We have positioned our asset base to focus on value creation for our shareholders, and decisions on how best to manage the business are made with both a short term and long term strategic outlook in mind. PetroBakken has built a strong portfolio of assets with a multi-year inventory of light oil drilling locations from which we can generate accretive, long term, growth. This portfolio includes over 440,000 net acres with over 1,400 net drilling locations in the well established Bakken and Cardium light oil resource plays; more than 480,000 net undeveloped acres and 300 light oil net drilling locations for conventional opportunities in southeast Saskatchewan; over 120,000 net undeveloped acres on new potential light oil resource plays (many that have seen significant attention by the industry in recent land sales); and a material land position in northeast British Columbia for future natural gas opportunities. With this asset base, and based on our current activity plans, we intend to deliver year-end 2011 production of 46,000 to 49,000 boepd. At the mid-point of this range, and based on US$85 WTI per barrel, we would expect to generate annualized cash flow of approximately $850 million. With expected continued growth in production in 2012, we would anticipate funds flow from operations (based on a similar WTI price) to grow further to equal or exceed our total capital expenditures and dividend payments. However, if conditions change, we will not hesitate to evaluate the other alternatives available to us, including altering our dividend and/or capital spending levels.

Current economic conditions and market rumours have caused shareholder focus to be turned away from the high quality, light oil assets that underpin the Company, to the perceived strength of our balance sheet in light of the convertible debenture put date (that is 16 months away) and our current capital and dividend plans. We are aware of the concern over our debt position and, as outlined above, we have several options at our disposal which we are actively assessing to effectively manage this situation in varying commodity price environments while continuing to pursue our strategies for long term, accretive, growth.

Some notes that went through my head:

1. The company’s current market capitalization is CAD$1.26 billion; the amount of the convertible note is US$750M. At present prices a share conversion would result in a 38% dilution of shareholder interest in the company. In addition, the additional amount of shares would virtually guarantee a dividend decrease (the convertible note’s coupon is 3.125%).

2. How much in capital expenditures does it take to sustain a production level at 43,000 boepd, or even to expand it to 46,000-49,000 boepd? If the company decided to pare back capital expenditures, how fast would production decrease?
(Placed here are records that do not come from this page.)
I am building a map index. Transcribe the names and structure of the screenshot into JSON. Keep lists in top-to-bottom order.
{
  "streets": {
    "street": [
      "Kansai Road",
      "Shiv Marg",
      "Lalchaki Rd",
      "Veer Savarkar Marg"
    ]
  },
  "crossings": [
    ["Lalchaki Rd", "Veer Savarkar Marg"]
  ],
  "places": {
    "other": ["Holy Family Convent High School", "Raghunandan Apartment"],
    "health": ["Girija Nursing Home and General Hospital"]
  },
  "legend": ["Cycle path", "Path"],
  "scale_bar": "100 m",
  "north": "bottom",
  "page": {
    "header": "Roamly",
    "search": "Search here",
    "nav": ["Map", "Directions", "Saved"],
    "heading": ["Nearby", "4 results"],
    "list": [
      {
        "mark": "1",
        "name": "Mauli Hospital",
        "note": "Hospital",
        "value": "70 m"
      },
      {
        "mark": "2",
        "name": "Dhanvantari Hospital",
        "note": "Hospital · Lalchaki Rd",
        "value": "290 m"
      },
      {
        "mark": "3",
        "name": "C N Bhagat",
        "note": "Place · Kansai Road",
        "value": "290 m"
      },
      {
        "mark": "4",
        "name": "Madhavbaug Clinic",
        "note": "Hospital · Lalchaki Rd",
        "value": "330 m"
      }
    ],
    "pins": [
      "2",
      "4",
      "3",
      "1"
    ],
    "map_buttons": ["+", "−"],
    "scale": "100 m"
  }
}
The large problem with the wells the company is producing is that the majority of oil obtained comes from the first year – production tapers off rapidly from the initial production.
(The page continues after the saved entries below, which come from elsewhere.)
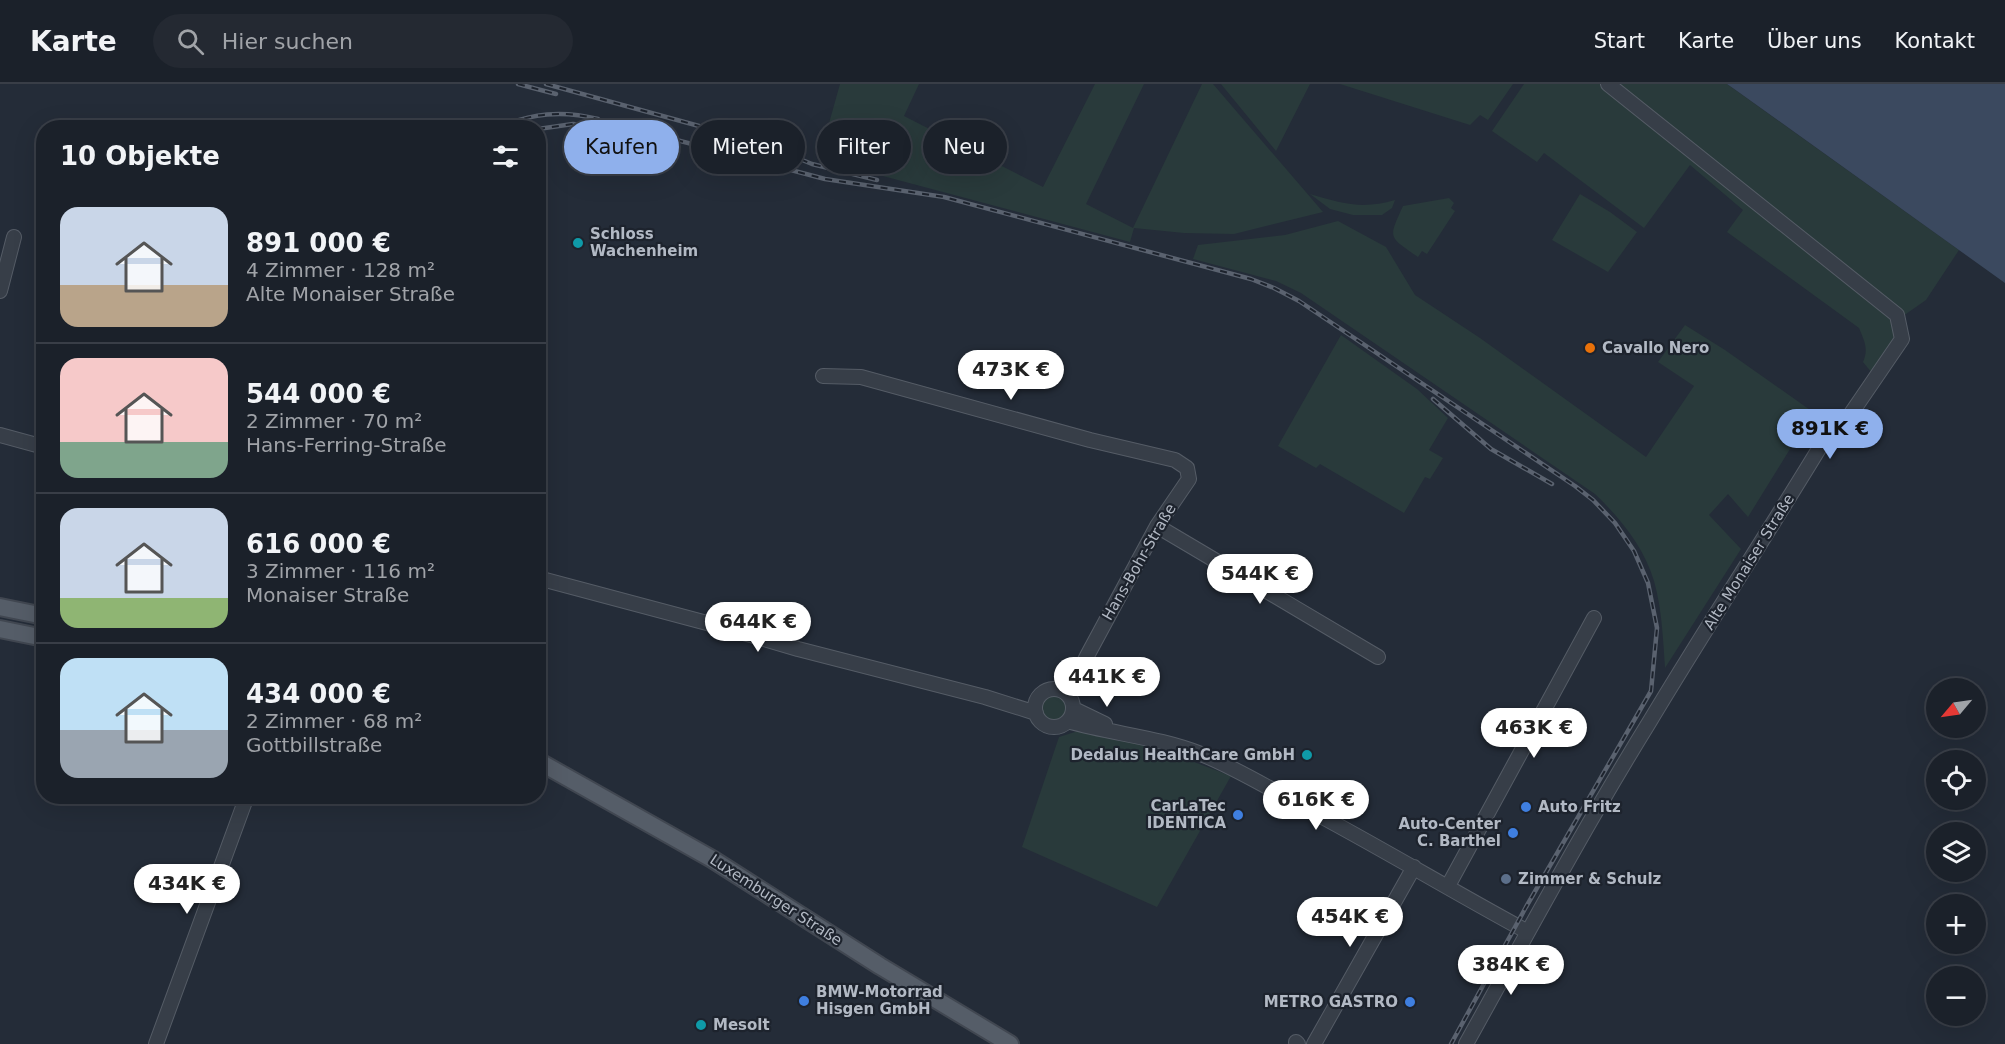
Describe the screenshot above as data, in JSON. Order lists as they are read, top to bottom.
{
  "streets": {
    "main road": ["Luxemburger Straße"],
    "street": ["Hans-Bohr-Straße", "Alte Monaiser Straße"]
  },
  "places": [
    "Schloss Wachenheim",
    "Cavallo Nero",
    "Dedalus HealthCare GmbH",
    "Auto Fritz",
    "CarLaTec IDENTICA",
    "Auto-Center C. Barthel",
    "Zimmer & Schulz",
    "BMW-Motorrad Hisgen GmbH",
    "METRO GASTRO",
    "Mesolt"
  ],
  "north": "bottom left",
  "page": {
    "header": "Karte",
    "search": "Hier suchen",
    "nav": [
      "Start",
      "Karte",
      "Über uns",
      "Kontakt"
    ],
    "chip": [
      "Kaufen",
      "Mieten",
      "Filter",
      "Neu"
    ],
    "heading": "10 Objekte",
    "list": [
      {
        "name": "891 000 €",
        "note": "4 Zimmer · 128 m² · Alte Monaiser Straße"
      },
      {
        "name": "544 000 €",
        "note": "2 Zimmer · 70 m² · Hans-Ferring-Straße"
      },
      {
        "name": "616 000 €",
        "note": "3 Zimmer · 116 m² · Monaiser Straße"
      },
      {
        "name": "434 000 €",
        "note": "2 Zimmer · 68 m² · Gottbillstraße"
      }
    ],
    "price": [
      "473K €",
      "891K €",
      "544K €",
      "644K €",
      "441K €",
      "463K €",
      "616K €",
      "434K €",
      "454K €",
      "384K €"
    ],
    "map_buttons": ["+", "−"]
  }
}
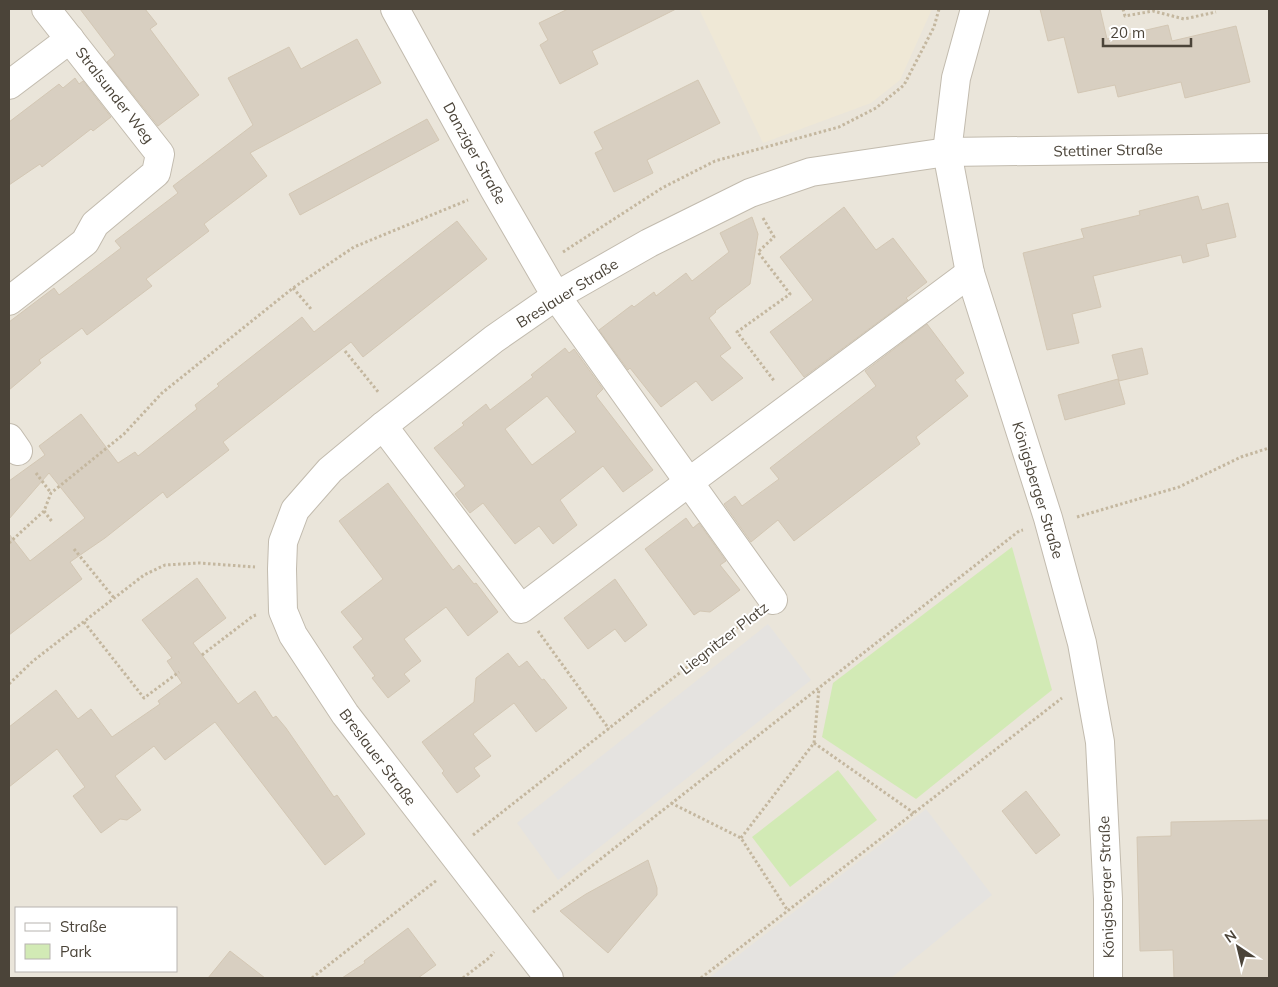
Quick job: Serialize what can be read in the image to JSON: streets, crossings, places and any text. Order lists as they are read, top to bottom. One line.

3. Is WTIC at US$85 a valid assumption? Obviously this is something the company can’t control but is an obvious factor in the market price. At 47,500 boepd, WTIC at US$85 for CAD$850M operating cash flow will drop significantly as WTIC goes lower (more than a CAD$10M decrease to a US$1 drop in WTIC!). The operating cash flow is ultimately an incomplete figure since it goes back to question #2 where you have to ask yourself how much in capital expenditures will it take to actually keep production at that level. However, they do have 8000 boepd (roughly 17% of expected production) hedged with an average floor of US$76.09 WTIC in the year 2012. This still will not protect them from more significant decreases in oil prices.

I still believe Petrobakken equity is trading above fair value. They will be going through a painful de-leveraging as they figure out how to cough up US$750 million in 16 months.